◆ WORK INSTRUCTIONS:
Transcribe the following entries letter for letter, without the pictures.

◆ DATA FOR THE TASK:
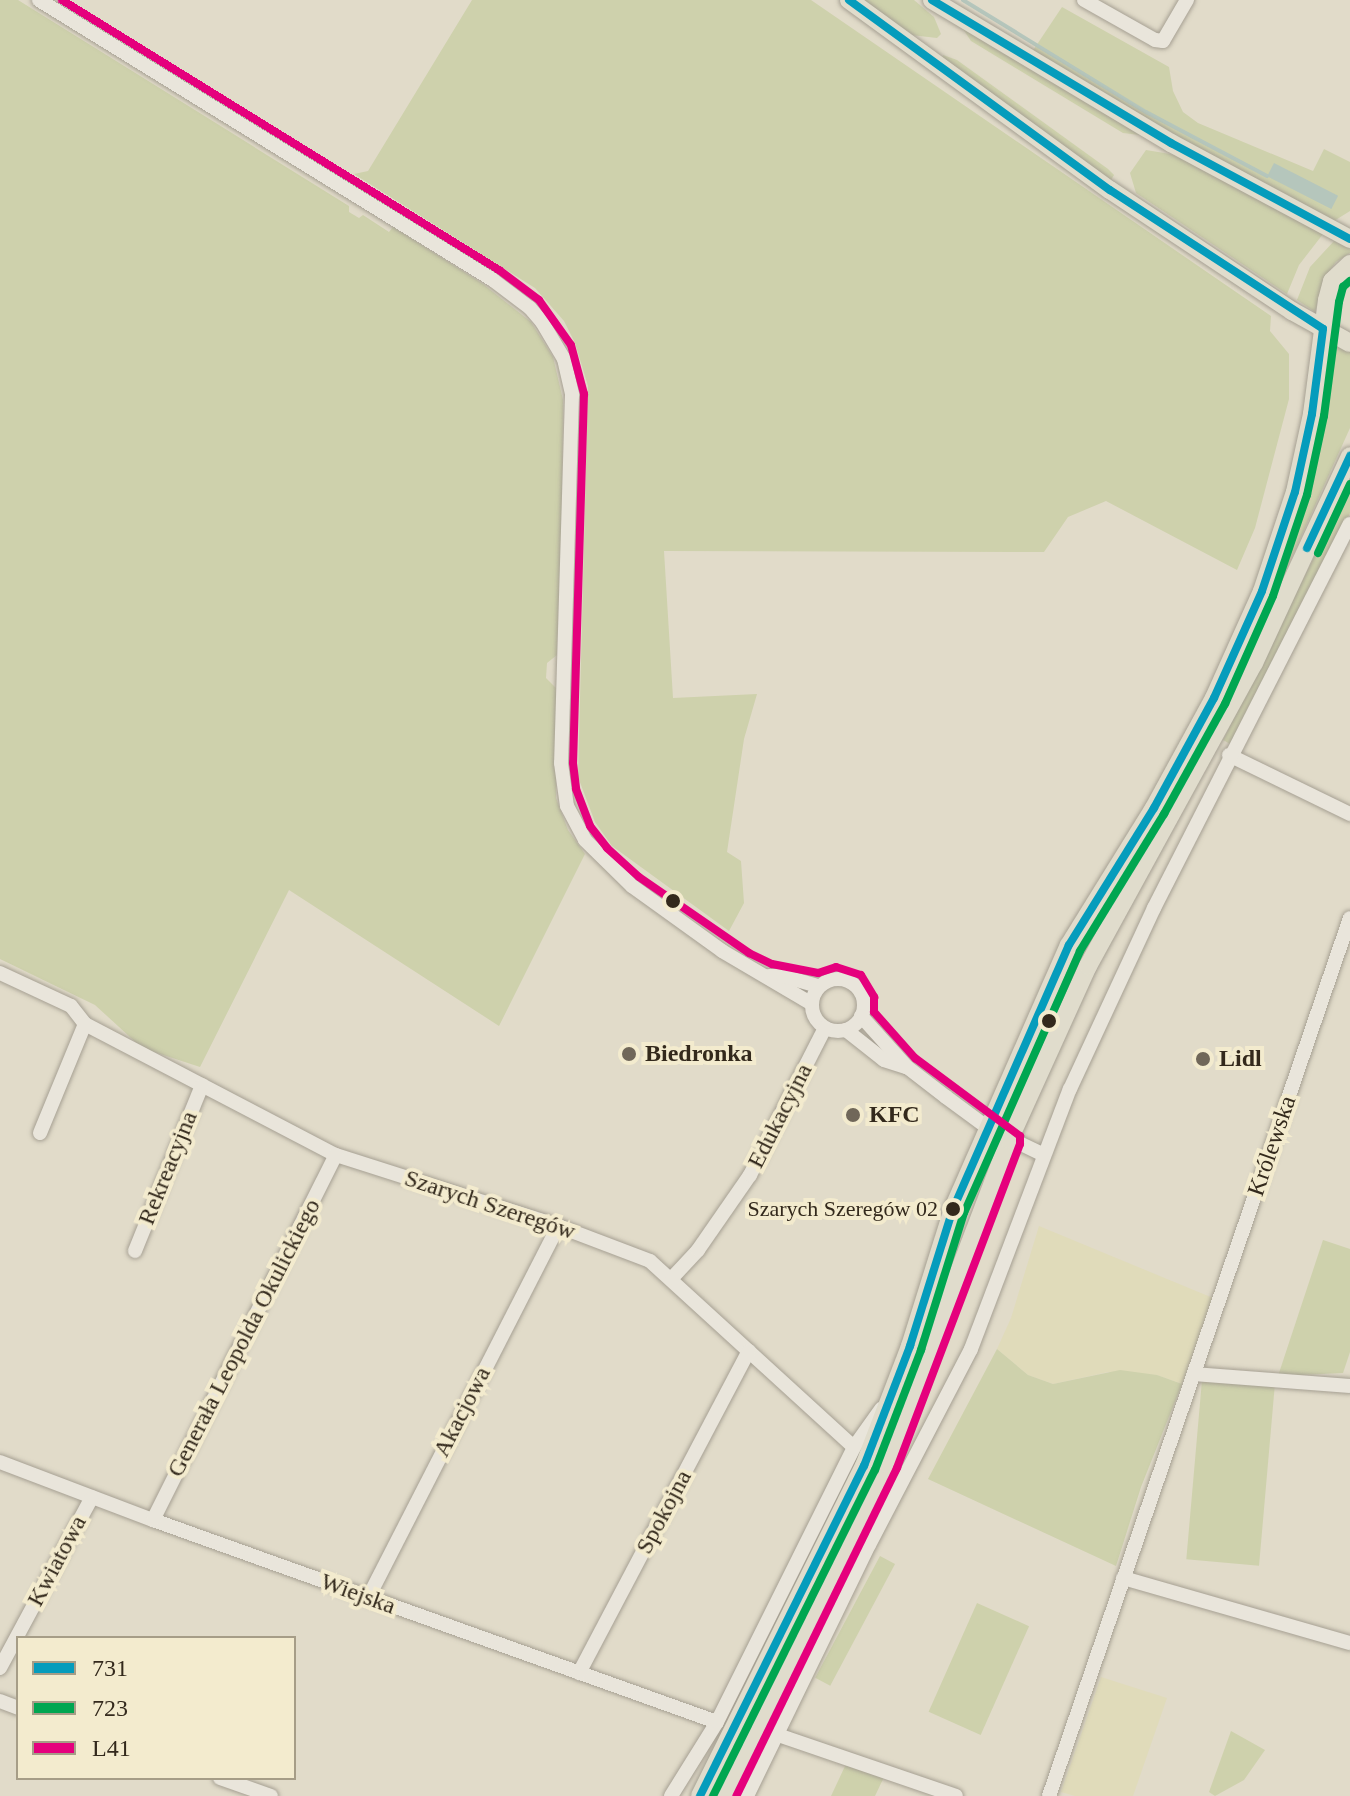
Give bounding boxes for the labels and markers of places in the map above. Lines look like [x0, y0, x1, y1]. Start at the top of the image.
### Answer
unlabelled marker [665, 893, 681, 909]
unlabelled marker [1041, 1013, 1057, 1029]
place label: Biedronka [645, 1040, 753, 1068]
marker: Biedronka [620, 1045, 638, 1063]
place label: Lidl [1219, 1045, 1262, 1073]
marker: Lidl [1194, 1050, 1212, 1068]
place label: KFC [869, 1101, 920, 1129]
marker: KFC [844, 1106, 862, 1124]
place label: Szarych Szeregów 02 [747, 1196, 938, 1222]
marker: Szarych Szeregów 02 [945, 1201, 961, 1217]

◆ EXERCISE SOLUTION:
Give bounding boxes for the labels and markers of places in the map above. Lines look like [x0, y0, x1, y1]. Start at the top of the image.
### Answer
unlabelled marker [665, 893, 681, 909]
unlabelled marker [1041, 1013, 1057, 1029]
place label: Biedronka [645, 1040, 753, 1068]
marker: Biedronka [620, 1045, 638, 1063]
place label: Lidl [1219, 1045, 1262, 1073]
marker: Lidl [1194, 1050, 1212, 1068]
place label: KFC [869, 1101, 920, 1129]
marker: KFC [844, 1106, 862, 1124]
place label: Szarych Szeregów 02 [747, 1196, 938, 1222]
marker: Szarych Szeregów 02 [945, 1201, 961, 1217]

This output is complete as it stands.